UN MOP 35 Montreal Protocol PFAS
UN MOP 35 Montreal Protocol PFAS

UN Montreal Protocol: MOP 35 Mandates Scientific Panels to Investigate PFAS

At the 35th Meeting of the Parties (MOP), delegates agreed to place front and centre the issue of PFAS in the next reports by the three scientific panels due in 2026.

Delegates convening at the 35th Meeting of the Parties (MOP) to the United Nations’ Montreal Protocol in Nairobi, Kenya, agreed to mandate the investigation of the risk of per- and polyfluoroalkyl substances (PFAS) to the three scientific panels supporting the decision making of the Protocol.

The three scientific panels, the Scientific Assessment Panel (SAP), the Environmental Effects Assessment Panel (EEAP) and the Technology and Economic Assessment Panel (TEAP), are scientific bodies informing the decisions of the Parties to the Montreal Protocol. They will need to analyse the risk related to PFAS, including trifluoroacetic acid (TFA), and their relation to the implementation of this legally binding agreement.

This decision is UNEP/OzL.Pro.35/CRP.11. The decisions adopted at the end of the week can be found at this link once the Ozone Secretariat uploads them.
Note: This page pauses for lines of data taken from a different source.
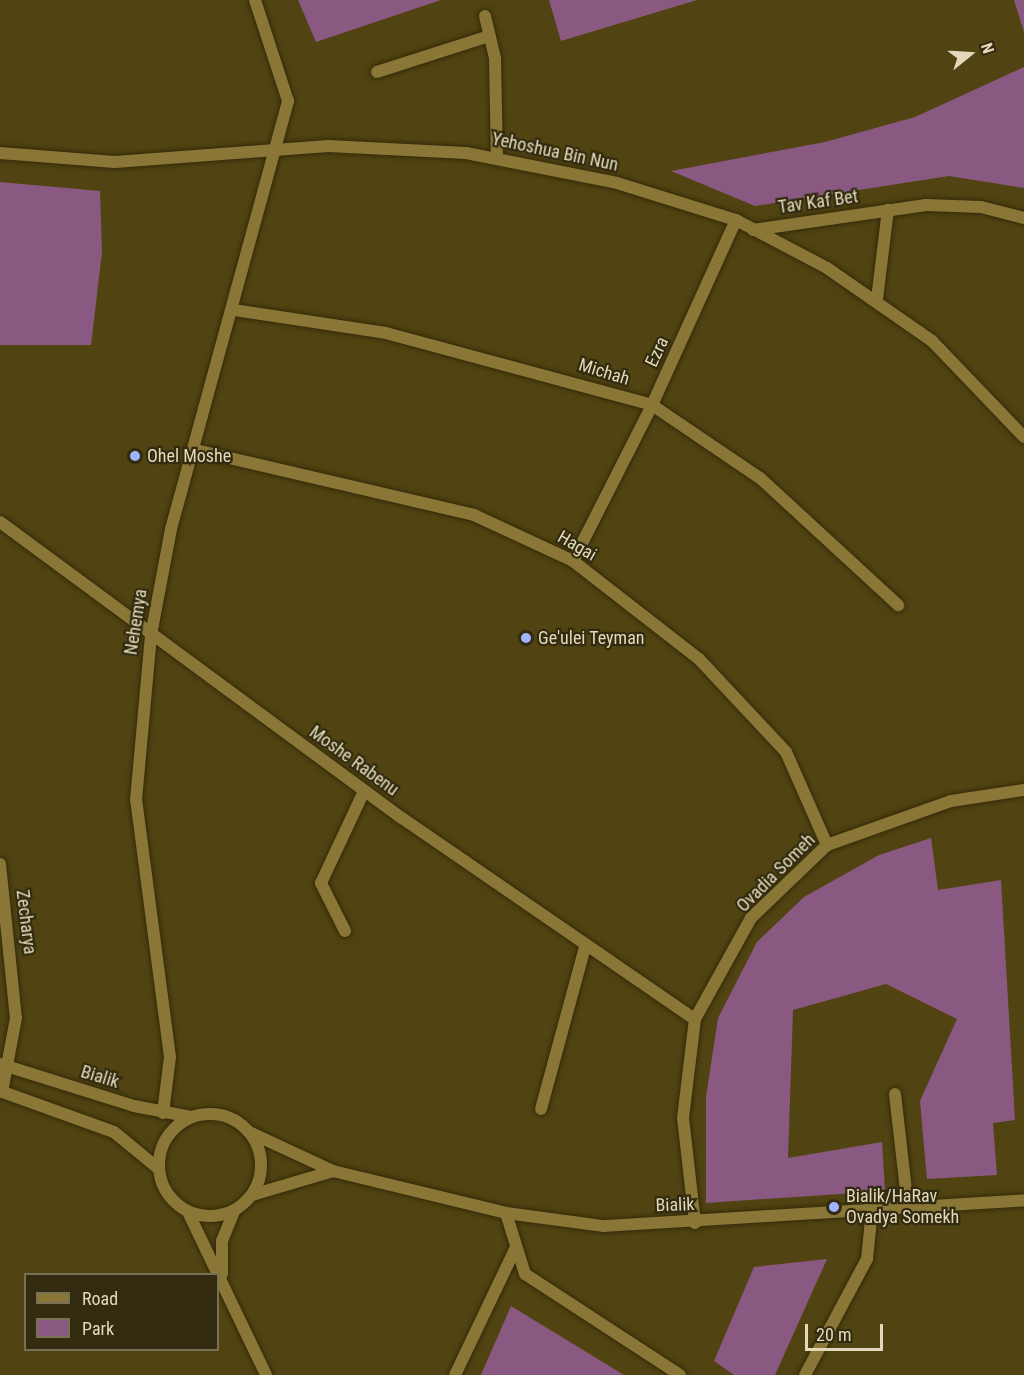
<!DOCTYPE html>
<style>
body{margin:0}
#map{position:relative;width:1024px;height:1375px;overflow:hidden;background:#514412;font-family:"Roboto Condensed",sans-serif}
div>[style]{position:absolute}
.green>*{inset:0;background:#895981}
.roads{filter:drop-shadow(0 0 2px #342a08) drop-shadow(0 0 2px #342a08)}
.service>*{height:12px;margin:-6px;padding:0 6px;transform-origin:6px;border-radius:6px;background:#8a7738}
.minor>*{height:12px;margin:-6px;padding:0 6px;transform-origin:6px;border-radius:6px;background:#8a7738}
.tertiary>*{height:12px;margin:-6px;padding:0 6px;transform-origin:6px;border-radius:6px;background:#8a7738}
.tertiary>.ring{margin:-6px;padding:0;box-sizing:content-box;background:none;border:12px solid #8a7738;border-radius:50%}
.dots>*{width:16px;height:16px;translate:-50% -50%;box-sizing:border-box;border:3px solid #322b10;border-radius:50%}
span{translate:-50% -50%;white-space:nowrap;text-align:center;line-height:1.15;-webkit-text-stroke:4.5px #322b10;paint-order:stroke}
.street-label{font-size:18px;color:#e3d9ba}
.poi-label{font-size:18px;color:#e3d9ba}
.left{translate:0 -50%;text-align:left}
.legend{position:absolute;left:24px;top:1273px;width:195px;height:78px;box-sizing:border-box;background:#322b10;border:2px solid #797154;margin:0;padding:8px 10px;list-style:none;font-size:18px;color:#e3d9ba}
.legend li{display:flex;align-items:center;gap:12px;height:30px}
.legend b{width:30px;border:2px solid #797154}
.north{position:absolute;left:940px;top:24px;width:60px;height:60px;-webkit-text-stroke:4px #322b10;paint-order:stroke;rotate:72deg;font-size:16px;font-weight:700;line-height:24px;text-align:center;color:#e3d9ba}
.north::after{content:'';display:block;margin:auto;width:21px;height:27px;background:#e3d9ba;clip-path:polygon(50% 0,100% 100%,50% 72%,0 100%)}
.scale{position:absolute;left:805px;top:1324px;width:78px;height:27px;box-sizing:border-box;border:3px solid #e3d9ba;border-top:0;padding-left:8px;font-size:18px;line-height:21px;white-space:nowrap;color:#e3d9ba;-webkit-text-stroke:4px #322b10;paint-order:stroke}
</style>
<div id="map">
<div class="green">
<i style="clip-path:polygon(298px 0,441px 0,316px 42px)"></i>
<i style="clip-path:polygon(549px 0,697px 0,561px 41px)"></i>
<i style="clip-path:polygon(1014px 0,1024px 0,1024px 32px)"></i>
<i style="clip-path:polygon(1024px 67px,1024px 188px,949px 176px,755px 206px,671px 171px,825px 142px,915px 117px)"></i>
<i style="clip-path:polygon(0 182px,100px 191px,102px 252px,91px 345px,0 345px)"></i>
<i style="clip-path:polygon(931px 838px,938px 890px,1001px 880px,1015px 1120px,993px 1123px,997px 1175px,927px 1179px,920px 1101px,957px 1019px,886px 984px,793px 1010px,788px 1158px,882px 1142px,885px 1191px,706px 1203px,706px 1097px,718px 1018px,757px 942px,804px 897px,879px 855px)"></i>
<i style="clip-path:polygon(827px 1259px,775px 1375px,734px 1375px,714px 1361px,754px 1267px)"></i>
<i style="clip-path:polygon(511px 1306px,624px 1375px,481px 1375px)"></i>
</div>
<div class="roads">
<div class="service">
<i style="left:485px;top:16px;width:43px;rotate:76.6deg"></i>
<i style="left:495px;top:58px;width:100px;rotate:88.9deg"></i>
<i style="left:377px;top:72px;width:118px;rotate:-17.8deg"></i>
<i style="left:345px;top:931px;width:54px;rotate:-116.6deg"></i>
<i style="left:321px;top:883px;width:102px;rotate:-64.9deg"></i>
<i style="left:895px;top:1094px;width:115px;rotate:83.5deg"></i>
<i style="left:541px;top:1109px;width:168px;rotate:-74.8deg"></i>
<i style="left:506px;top:1213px;width:64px;rotate:72.7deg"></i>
<i style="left:525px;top:1274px;width:185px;rotate:33.1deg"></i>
<i style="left:455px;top:1375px;width:142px;rotate:-64.5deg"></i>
</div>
<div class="minor">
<i style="left:0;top:153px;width:115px;rotate:4.5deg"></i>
<i style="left:115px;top:162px;width:214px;rotate:-4.3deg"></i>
<i style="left:328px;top:146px;width:138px;rotate:2.9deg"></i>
<i style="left:466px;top:153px;width:154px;rotate:11.2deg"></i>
<i style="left:617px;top:183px;width:125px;rotate:17.3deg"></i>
<i style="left:736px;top:220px;width:103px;rotate:27.8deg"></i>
<i style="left:827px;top:268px;width:128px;rotate:34.8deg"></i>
<i style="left:932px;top:341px;width:133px;rotate:46.2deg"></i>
<i style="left:753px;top:230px;width:175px;rotate:-8.2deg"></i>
<i style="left:926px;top:205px;width:55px;rotate:2.1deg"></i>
<i style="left:981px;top:207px;width:44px;rotate:14.3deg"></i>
<i style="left:877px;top:299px;width:90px;rotate:-83deg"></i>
<i style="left:234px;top:310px;width:154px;rotate:8.6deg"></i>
<i style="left:386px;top:333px;width:276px;rotate:15.1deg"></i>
<i style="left:652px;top:405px;width:130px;rotate:34.1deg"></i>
<i style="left:760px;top:478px;width:188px;rotate:42.6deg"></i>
<i style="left:195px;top:450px;width:286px;rotate:13.1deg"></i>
<i style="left:474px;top:515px;width:109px;rotate:24.9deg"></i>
<i style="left:573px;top:561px;width:160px;rotate:37.9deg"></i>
<i style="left:699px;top:659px;width:127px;rotate:46.9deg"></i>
<i style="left:786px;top:752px;width:102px;rotate:66.2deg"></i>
<i style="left:0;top:522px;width:499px;rotate:36.4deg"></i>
<i style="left:402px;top:818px;width:355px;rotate:34.5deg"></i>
<i style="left:573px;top:561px;width:175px;rotate:-63.1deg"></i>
<i style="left:652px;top:405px;width:203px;rotate:-65.6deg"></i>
<i style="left:0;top:864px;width:155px;rotate:84.1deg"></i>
<i style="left:16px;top:1018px;width:75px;rotate:100.7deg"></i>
<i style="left:163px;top:1113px;width:56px;rotate:-82.9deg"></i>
<i style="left:170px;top:1057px;width:259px;rotate:-97.5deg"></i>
<i style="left:136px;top:800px;width:166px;rotate:-84.8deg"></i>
<i style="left:151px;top:635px;width:108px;rotate:-79.3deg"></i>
<i style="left:171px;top:529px;width:444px;rotate:-74.7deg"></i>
<i style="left:288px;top:101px;width:106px;rotate:-108.1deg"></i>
<i style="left:188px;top:1212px;width:181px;rotate:64.4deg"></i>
<i style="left:695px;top:1223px;width:106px;rotate:-96.5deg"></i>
<i style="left:683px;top:1118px;width:100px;rotate:-83.1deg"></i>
<i style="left:695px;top:1019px;width:115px;rotate:-61deg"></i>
<i style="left:751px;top:918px;width:105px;rotate:-43.8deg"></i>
<i style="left:827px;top:845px;width:132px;rotate:-19.5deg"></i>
<i style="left:951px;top:801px;width:74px;rotate:-8.6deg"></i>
<i style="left:222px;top:1274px;width:33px;rotate:-90deg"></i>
<i style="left:222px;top:1241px;width:32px;rotate:-68deg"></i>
<i style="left:805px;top:1375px;width:132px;rotate:-61.9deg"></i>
<i style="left:867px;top:1259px;width:48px;rotate:-84.1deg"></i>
</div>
<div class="tertiary">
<i style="left:0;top:1064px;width:140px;rotate:17.4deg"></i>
<i style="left:134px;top:1106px;width:58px;rotate:10.9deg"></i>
<i style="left:0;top:1091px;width:121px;rotate:19.8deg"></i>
<i style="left:114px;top:1132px;width:58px;rotate:39.4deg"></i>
<i class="ring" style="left:159px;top:1114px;width:90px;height:90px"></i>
<i style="left:249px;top:1132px;width:93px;rotate:24.9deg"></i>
<i style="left:333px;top:1171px;width:178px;rotate:13.6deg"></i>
<i style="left:506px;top:1213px;width:99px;rotate:7.6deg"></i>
<i style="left:604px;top:1226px;width:421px;rotate:-3.5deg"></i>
<i style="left:252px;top:1195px;width:84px;rotate:-16.5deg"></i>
</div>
</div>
<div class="dots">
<i style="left:135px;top:456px;background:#a1b3fd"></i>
<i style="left:526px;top:638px;background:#a1b3fd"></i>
<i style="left:834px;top:1207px;background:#a1b3fd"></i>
</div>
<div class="street-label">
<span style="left:555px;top:152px;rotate:12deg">Yehoshua Bin Nun</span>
<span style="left:818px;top:202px;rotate:-8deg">Tav Kaf Bet</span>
<span style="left:657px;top:352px;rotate:-65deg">Ezra</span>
<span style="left:604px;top:372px;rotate:17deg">Michah</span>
<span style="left:577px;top:546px;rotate:30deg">Hagai</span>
<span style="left:136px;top:622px;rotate:-81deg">Nehemya</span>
<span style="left:354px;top:761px;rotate:36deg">Moshe Rabenu</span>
<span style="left:776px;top:873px;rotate:-45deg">Ovadia Someh</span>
<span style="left:26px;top:922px;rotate:83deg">Zecharya</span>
<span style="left:100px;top:1077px;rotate:17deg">Bialik</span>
<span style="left:675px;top:1205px;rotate:-2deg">Bialik</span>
</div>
<div class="poi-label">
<span class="left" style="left:147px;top:456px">Ohel Moshe</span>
<span class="left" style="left:538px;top:638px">Ge'ulei Teyman</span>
<span class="left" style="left:846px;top:1207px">Bialik/HaRav<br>Ovadya Somekh</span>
</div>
<ul class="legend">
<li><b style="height:8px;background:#8a7738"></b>Road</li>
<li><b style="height:16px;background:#895981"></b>Park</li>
</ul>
<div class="north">N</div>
<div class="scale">20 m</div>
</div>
Commenting on the decision, Thomas Trevisan, Deputy Manager for Public Affairs – Ozone, Climate, Energy and Chemicals at ATMOsphere, said, “This decision places the issue of PFAS front and centre to the Montreal Protocol work, which cover fluorinated gases used as refrigerants in RACHP equipment. Not only controlled substances such as HFCs will need to be assessed in relation to PFAS, but also halogenated alternatives such as HFOs. Delegates from around the world are increasingly paying attention to the risks related to the continued use of these substances.”

Following the update of the PFAS definition by the Organisation for Economic Cooperation and Development (OECD) in 2021, many fluorinated refrigerants, both HFCs and HFOs, have fallen under the scope of actions related to the management of these substances. For instance, the European Union is taking action on this issue by proposing a blanket ban, providing derogations where alternatives are considered not available. This action would tackle multiple fluorinated refrigerants, as well as one of their degradation products, trifluoroacetic acid (TFA), whose accumulation in the environment is increasing around the world.

ATMOsphere, publisher of this media outlet, organised in July in Bangkok an event related to the European Restriction Proposal on PFAS with the Norwegian Environment Agency and the Germany-based consultancy Öko-Recherche. The event explained to delegates and observers attending the 45th Open-Ended Working Group (OEWG 45) to the United Nations Montreal Protocol the measures taken in the proposal. At MOP35, in Nairobi, Kenya, ATMOsphere organised another side event to inform policymakers on the risks to rely on persistent substances, calling for the application of the precautionary principle and the continue monitoring of these substances and their precursors. The slides presented can be found here selecting the date of October 25.

According to the decision reached by the Parties, the EEAP will have to “to assess the effects and accumulation of breakdown products from controlled substances and their alternatives, in particular any substances that are very persistent in the environment, such as perfluoro- and polyfluoroalkyl substances, including trifluoroacetic acid, in ground and surface waters and in other relevant sinks.”

The SAP, instead, will need to provide parties with “[E]arly identification and quantification of any substances that could be of concern to the ozone layer … in particular those with high global warming potential, breakdown products of controlled substances and their alternatives that are very persistent, such as perfluoro- and polyfluoroalkyl substances, including trifluoroacetic acid”.

The TEAP will need to assess and evaluate the “potential impacts of evolving policies and regulations in relation to the management of controlled substances, and their alternatives and breakdown products, in particular per- and polyfluoroalkyl substances, on the implementation of the Montreal Protocol and the selection of alternatives in relevant sectors”.